Stored dataset items:
*** Block opens ***
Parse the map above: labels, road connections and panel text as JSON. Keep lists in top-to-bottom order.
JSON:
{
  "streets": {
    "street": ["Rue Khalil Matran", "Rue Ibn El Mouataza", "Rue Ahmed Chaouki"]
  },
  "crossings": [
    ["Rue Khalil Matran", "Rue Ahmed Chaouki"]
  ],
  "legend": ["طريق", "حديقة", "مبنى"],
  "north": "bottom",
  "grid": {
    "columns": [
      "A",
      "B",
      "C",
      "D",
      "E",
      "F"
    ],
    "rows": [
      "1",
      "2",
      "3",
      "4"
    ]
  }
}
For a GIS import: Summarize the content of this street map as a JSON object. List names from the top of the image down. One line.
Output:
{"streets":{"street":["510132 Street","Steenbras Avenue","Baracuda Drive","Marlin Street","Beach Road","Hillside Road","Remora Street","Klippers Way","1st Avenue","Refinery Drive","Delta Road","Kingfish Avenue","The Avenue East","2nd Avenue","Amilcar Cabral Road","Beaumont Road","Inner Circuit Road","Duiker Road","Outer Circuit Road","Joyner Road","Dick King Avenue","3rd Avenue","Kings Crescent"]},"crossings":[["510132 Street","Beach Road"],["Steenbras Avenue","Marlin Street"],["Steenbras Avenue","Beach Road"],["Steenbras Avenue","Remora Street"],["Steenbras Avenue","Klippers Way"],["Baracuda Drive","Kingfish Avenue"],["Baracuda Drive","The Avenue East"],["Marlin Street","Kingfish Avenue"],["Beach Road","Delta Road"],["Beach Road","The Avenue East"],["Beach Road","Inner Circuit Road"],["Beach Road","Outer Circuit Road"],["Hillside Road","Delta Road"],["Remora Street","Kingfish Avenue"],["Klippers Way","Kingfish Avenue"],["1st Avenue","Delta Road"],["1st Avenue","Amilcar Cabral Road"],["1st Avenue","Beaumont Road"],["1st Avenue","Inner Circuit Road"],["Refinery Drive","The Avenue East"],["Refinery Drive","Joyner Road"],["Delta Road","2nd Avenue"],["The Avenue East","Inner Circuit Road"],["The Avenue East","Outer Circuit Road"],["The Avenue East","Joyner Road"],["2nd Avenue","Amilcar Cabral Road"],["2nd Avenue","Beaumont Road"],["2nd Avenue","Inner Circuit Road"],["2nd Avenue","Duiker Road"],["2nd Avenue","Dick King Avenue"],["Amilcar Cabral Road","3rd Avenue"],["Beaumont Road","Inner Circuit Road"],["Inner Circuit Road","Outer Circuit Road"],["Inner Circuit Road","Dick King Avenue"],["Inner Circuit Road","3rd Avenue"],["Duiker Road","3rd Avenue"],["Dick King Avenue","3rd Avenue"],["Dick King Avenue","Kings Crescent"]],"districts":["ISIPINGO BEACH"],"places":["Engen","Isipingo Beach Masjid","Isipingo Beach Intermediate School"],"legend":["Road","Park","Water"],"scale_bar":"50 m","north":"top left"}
*** Block closes ***
*TASK REQUIREMENTS*
Repeat every line of the data word for word until you have repeated the line that contains "For a GIS import: Summarize", which is the last one to include.

*YOUR SOLUTION*
Parse the map above: labels, road connections and panel text as JSON. Keep lists in top-to-bottom order.
JSON:
{
  "streets": {
    "street": ["Rue Khalil Matran", "Rue Ibn El Mouataza", "Rue Ahmed Chaouki"]
  },
  "crossings": [
    ["Rue Khalil Matran", "Rue Ahmed Chaouki"]
  ],
  "legend": ["طريق", "حديقة", "مبنى"],
  "north": "bottom",
  "grid": {
    "columns": [
      "A",
      "B",
      "C",
      "D",
      "E",
      "F"
    ],
    "rows": [
      "1",
      "2",
      "3",
      "4"
    ]
  }
}
For a GIS import: Summarize the content of this street map as a JSON object. List names from the top of the image down. One line.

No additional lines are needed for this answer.